Snakemake-Profiles / lsf

Snakemake profile for running jobs on an LSF cluster
MIT License
36 stars 22 forks source link

Allow configuration of per-rule cluster settings #7

Closed mbhall88 closed 4 years ago

mbhall88 commented 4 years ago

Issue

Profiles are a better general solution for cluster configuration. However, I still feel there is a need to allow for configuring special cluster settings for specific rules. For example, on my cluster, if I want to use GPUs for a job I need to add a collection of parameters to the bsub call that are not relevant to normal jobs. It would be great if there was a way of specifying this.

Given that the cluster configuration is now deprecated it seems like a better way of doing per-rule configuration is to have a profile-specific way as each cluster will likely have different ways of configuring the "same" thing - e.g. GPU usage.

Proposal

Allow for an LSF-specific config file that effectively has much the same functionality as the deprecated cluster configuration YAML file. To ensure that it is obvious that this file is LSF-specific it will be required to be named lsf.yaml. Then, within the job submission process of this profile, we will look for the presence of this file. If there are specific settings for the current rule being submitted, then those settings will be applied.

~To make this mirror LSF as much as possible, I will endeavour to make the configuration mirror the LSF bsub options as closely as possible, and of course, produce thorough documentation on usage.~

EDIT: I think the best way to allow for the full suite of bsub commands is by just required the user to provide strings for the commands, otherwise I would end up implementing an entire API for bsub (which I am not keen on). So it would look something like

__default__: 
  - "-P project"
  - "-q queue"

my_rule:
  - "-P gpu"
  - "-m gpu-host"

other_rule: "-q special-queue -gpu 'num=2'"

Which allows either a list or a single string. I prefer the list as it is "neater" but I will support both.

@johanneskoester do you have any problems with this or any points you would like to raise/discuss?

funnell commented 4 years ago

This makes me think that the cluster configuration YAML file shouldn't be deprecated. I've seen a number of cases where it's still very nice to have, and I think that using profiles supplements the use of the cluster config rather than replaces it.

mbhall88 commented 4 years ago

The problem I had with cluster configs though was if I wanted to define a cluster argument that wasn't relevant for any other jobs it was kind of impossible. i.e. if one just was for a GPU node and the others weren't.

I have edited the original comment to reflect my idea.

funnell commented 4 years ago

@mbhall88 I wonder if you could just have an "extra" entry in the cluster-config, and include "{cluster.extra}" in the cluster command. I suppose my feeling is that it's better to have cluster specific parameters kept out of the snakemake files and in a separate config file.

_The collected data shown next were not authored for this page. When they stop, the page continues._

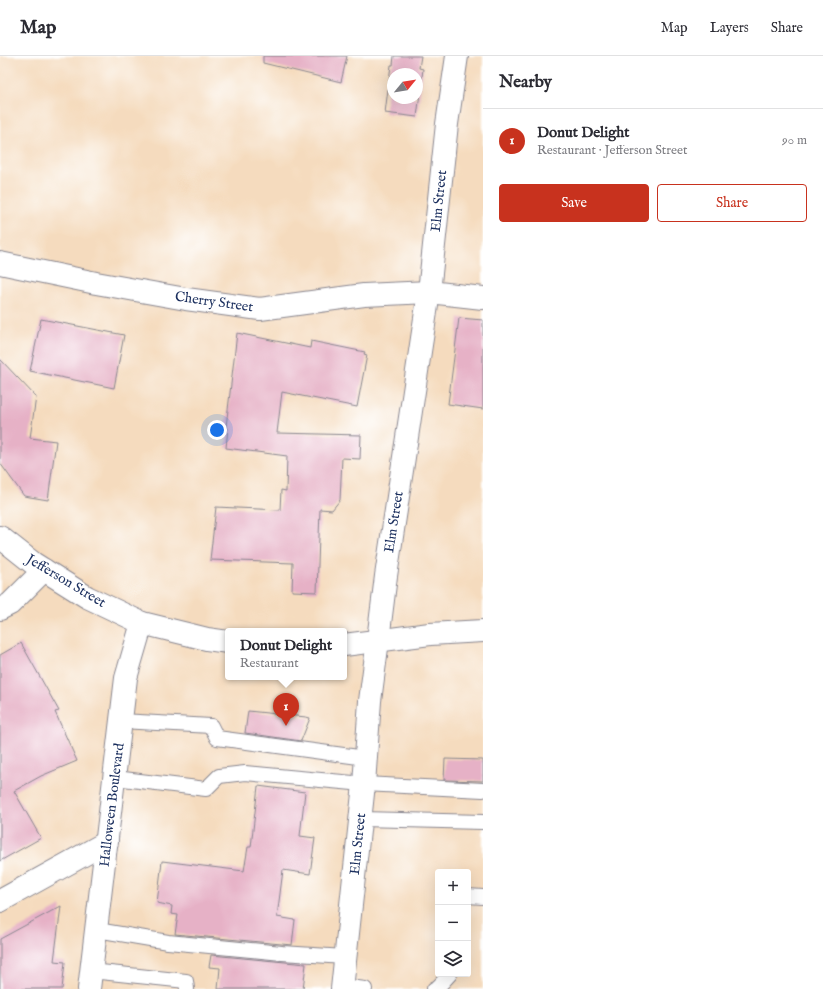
<!DOCTYPE html>
<html lang="en">
<head>
<meta charset="utf-8">
<style>
	:root { --surface:#fff; --page:#f7f7f7; --text:#2b2b33; --muted:#7c7c81; --line:#e1e1e2; --accent:#c8321e }
	body { margin:0; font-family:"IM FELL English",serif; background:var(--page); color:var(--text) }
	.controls { position:absolute; right:12px; bottom:12px; display:grid; overflow:hidden; border-radius:4px; box-shadow:0 4px 16px #0002 }
	.controls button { width:36px; height:36px; display:grid; place-items:center; padding:0; border:0; border-bottom:1px solid var(--line); background:var(--surface); color:var(--text); font:20px sans-serif }
	.compass { position:absolute; left:387px; top:12px; width:36px; height:36px; border-radius:50%; background:var(--surface); box-shadow:0 4px 16px #0002; rotate:60deg }
	.you { position:absolute; left:217px; top:374px; width:14px; height:14px; margin:-10px; border:3px solid #fff; border-radius:50%; background:#1a73e8; box-shadow:0 0 0 6px #1a73e833 }
	.badge { display:grid; place-items:center; width:26px; height:26px; border-radius:50%; background:var(--accent); color:#fff; font-size:13px; font-weight:700 }
	.pin { position:absolute; translate:-50% -33px; filter:drop-shadow(0 1px 2px #0008) }
	.pin::after { content:''; position:absolute; top:21px; width:14px; height:12px; background:inherit; clip-path:polygon(0 0,100% 0,50% 100%) }
	.popup { position:absolute; left:225px; top:572px; width:122px; height:52px; box-sizing:border-box; display:grid; place-content:center; border-radius:4px; background:var(--surface); filter:drop-shadow(0 1px 3px #0005); font-size:13px; white-space:nowrap; color:var(--muted) }
	.popup b { font-size:15px; color:var(--text) }
	.popup::after { content:''; position:absolute; left:50%; top:100%; margin-left:-8px; border:8px solid transparent; border-top-color:var(--surface) }
	.list { margin:0; padding:0; list-style:none }
	h2 { display:flex; justify-content:space-between; align-items:center; height:52px; margin:0; padding:0 16px; font-size:17px }
	h2 small { font-size:13px; font-weight:400; color:var(--muted) }
	.list li { display:grid; grid-template-columns:26px 1fr auto; gap:12px; align-items:center; box-sizing:border-box; height:64px; padding:0 16px; border-top:1px solid var(--line) }
	.list b { display:block; font-size:15px; white-space:nowrap }
	.list p { margin:0; font-size:13px; white-space:nowrap; color:var(--muted) }
	.list em { font-size:13px; font-style:normal; color:var(--muted) }
	.actions { display:flex; gap:8px; padding:12px 16px }
	.actions a { flex:1; padding:9px 0; border:1px solid var(--accent); border-radius:4px; text-align:center; font-size:14px; color:var(--accent) }
	.actions .main { background:var(--accent); color:#fff }
	.icon { flex:none; width:22px; height:22px; fill:none; stroke:currentColor; stroke-width:2; stroke-linecap:round; stroke-linejoin:round }
	.map { position:relative; flex:none; width:483px; height:933px; overflow:hidden }
	header { display:flex; align-items:center; gap:24px; box-sizing:border-box; height:56px; padding:0 20px; background:var(--surface); border-bottom:1px solid var(--line) }
	header strong { font-size:19px }
	nav { display:flex; gap:22px; margin-inline-start:auto; font-size:14px }
	main { display:flex }
	aside { flex:1; background:var(--surface) }
	.map>svg:first-child { display:block }
	.building { fill:#e6b1c6; fill-rule:evenodd }
	.lines { fill:none; stroke-linecap:round; stroke-linejoin:round }
	.lane-casing { stroke:#88858e; stroke-width:16 }
	.street-casing { stroke:#88858e; stroke-width:24 }
	.secondary-casing { stroke:#88858e; stroke-width:24 }
	.lane { stroke:#fff; stroke-width:14 }
	.street { stroke:#fff; stroke-width:22 }
	.secondary { stroke:#fff; stroke-width:22 }
	.labels { text-anchor:middle; dominant-baseline:central; stroke-width:3.5; stroke-linejoin:round; paint-order:stroke }
	.street-label { font-size:14px; fill:#1b2f5e; stroke:#fff }
</style>
</head>
<body>
<header>
<strong>Map</strong>
<nav><a>Map</a><a>Layers</a><a>Share</a></nav>
</header>
<main>
<div class="map">
<svg width="483" height="933" viewBox="0 0 483 933">
	<rect width="100%" height="100%" fill="#fff"/>
	<filter id="ink" filterUnits="userSpaceOnUse"><feTurbulence type="fractalNoise" baseFrequency=".025" numOctaves="2"/><feDisplacementMap in="SourceGraphic" scale="8" xChannelSelector="R" yChannelSelector="G"/><feConvolveMatrix kernelMatrix="1 2 1 2 8 2 1 2 1" color-interpolation-filters="sRGB"/></filter>
	<filter id="wash" filterUnits="userSpaceOnUse"><feTurbulence type="fractalNoise" baseFrequency=".012" numOctaves="4" result="noise"/><feDisplacementMap in="SourceGraphic" scale="16" xChannelSelector="R" yChannelSelector="G"/><feGaussianBlur stdDeviation="0.9" result="paint"/><feColorMatrix in="noise" values="0 0 0 0 0 0 0 0 0 0 0 0 0 0 0 0 0 1.4 0 .05"/><feComposite in="paint" operator="in"/></filter>
	<g filter="url(#wash)">
		<rect width="100%" height="100%" fill="#f5dbbe"/>
		<g id="blocks">
			<g class="building">
				<polygon points="263,0 347,0 341,26 263,7"/>
				<path d="M394,0H421L419,12L423,13L417,61L385,57L391,9H393ZM393,18H417V42H393Z"/>
				<polygon points="459,262 483,264 483,353 448,348"/>
				<polygon points="41,263 124,279 114,332 30,315"/>
				<polygon points="237,277 310,292 311,285 365,296 364,298 367,299 357,351 282,336 277,377 361,379 360,403 342,402 340,444 332,454 320,453 317,536 292,535 293,507 210,504 216,451 280,454 281,434 286,435 287,400 226,392 228,372 226,371"/>
				<polygon points="0,303 36,341 30,382 56,385 48,444 24,440 0,407"/>
				<polygon points="21,587 59,655 55,656 77,705 41,720 14,735 41,782 0,805 0,599"/>
				<polygon points="248,655 306,661 310,662 301,685 245,677"/>
				<polygon points="445,703 483,704 483,725 444,724"/>
				<polygon points="258,730 305,736 300,780 315,782 310,818 283,814 277,861 295,864 292,889 175,878 178,859 171,858 172,850 157,847 162,805 244,815 248,791 251,791"/>
				<polygon points="61,850 54,905 65,906 62,933 0,933 0,883"/>
				<polygon points="211,899 306,908 303,933 218,933 220,912 209,911"/>
			</g>
		</g>
	</g>
	<g filter="url(#ink)">
		<use href="#blocks" fill-opacity="0" stroke="#88858e" stroke-width="1"/>
		<g class="lines">
			<defs>
				<g id="lane">
					<polyline points="121,665 211,670 217,682 366,702"/>
					<polyline points="115,722 206,733 219,720 245,717 364,728 483,734"/>
					<polyline points="361,763 483,766"/>
					<polyline points="468,840 483,841"/>
					<polyline points="97,874 168,886 282,897 345,901"/>
					<polyline points="91,915 186,925 187,933"/>
					<polyline points="342,930 365,933"/>
					<polyline points="434,933 438,931 450,918"/>
				</g>
				<g id="street">
					<polyline points="0,207 96,227 186,243 260,253 364,239 429,236 483,242"/>
					<polyline points="0,553 10,548 44,514"/>
					<polyline points="0,845 107,786"/>
					<polyline points="89,933 126,622 142,567"/>
				</g>
				<g id="secondary">
					<polyline points="0,481 33,507 87,541 142,567 207,583 228,586"/>
					<polyline points="344,589 430,578 483,575"/>
					<polyline points="342,933 364,728 370,645 378,584 386,520 429,236 447,68 457,0"/>
				</g>
			</defs>
			<use href="#lane" class="lane-casing"/>
			<use href="#street" class="street-casing"/>
			<use href="#secondary" class="secondary-casing"/>
			<use href="#lane" class="lane"/>
			<use href="#street" class="street"/>
			<use href="#secondary" class="secondary"/>
		</g>
	</g>
	<g class="labels">
		<g class="street-label">
			<text transform="translate(439 145) rotate(-84)">Elm Street</text>
			<text transform="translate(214 246) rotate(8)">Cherry Street</text>
			<text transform="translate(394 466) rotate(-81)">Elm Street</text>
			<text transform="translate(66 525) rotate(31)">Jefferson Street</text>
			<text transform="translate(112 749) rotate(-83)">Halloween Boulevard</text>
			<text transform="translate(358 788) rotate(-84)">Elm Street</text>
		</g>
	</g>
</svg>
<div class="controls">
<button>+</button>
<button>−</button>
<button><svg class="icon" aria-label="layers" viewBox="0 0 24 24"><path d="M12 4l9 5-9 5-9-5zM3 14l9 5 9-5"/></svg></button>
</div>
<svg class="compass" viewBox="-18 -18 36 36"><path d="M0-13l5 13h-10z" fill="#e53935"/><path d="M0 13l5-13h-10z" fill="#7c7c81"/></svg>
<div class="you"></div>
<div class="pin badge" style="left:286px;top:670px">1</div>
<div class="popup"><b>Donut Delight</b>Restaurant</div>
</div>
<aside>
<h2>Nearby<small></small></h2>
<ul class="list">
<li><span class="badge">1</span><div><b>Donut Delight</b><p>Restaurant · Jefferson Street</p></div><em>90 m</em></li>
</ul>
<div class="actions"><a class="main">Save</a><a>Share</a></div>
</aside>
</main>
</body>
</html>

You could then put everything in lsf.yaml but then why not put it all into cluster-config? Assuming the "cluster.extra" idea addresses your use case, that is!

mbhall88 commented 4 years ago
  1. Because cluster config is deprecated
  2. I want to stress that this type of specification is LSF-specific (which I think is part of the reason why cluster config was deprecated)

Who knows, maybe cluster config will be "un-deprecated" in the future, but I would rather plan ahead for now. It won't be too hard to move the codebase to your suggested method if it does.

funnell commented 4 years ago

Fair enough. Although I've been griping a bit, I do really appreciate you taking the time to develop this profile and I think it's quite nice!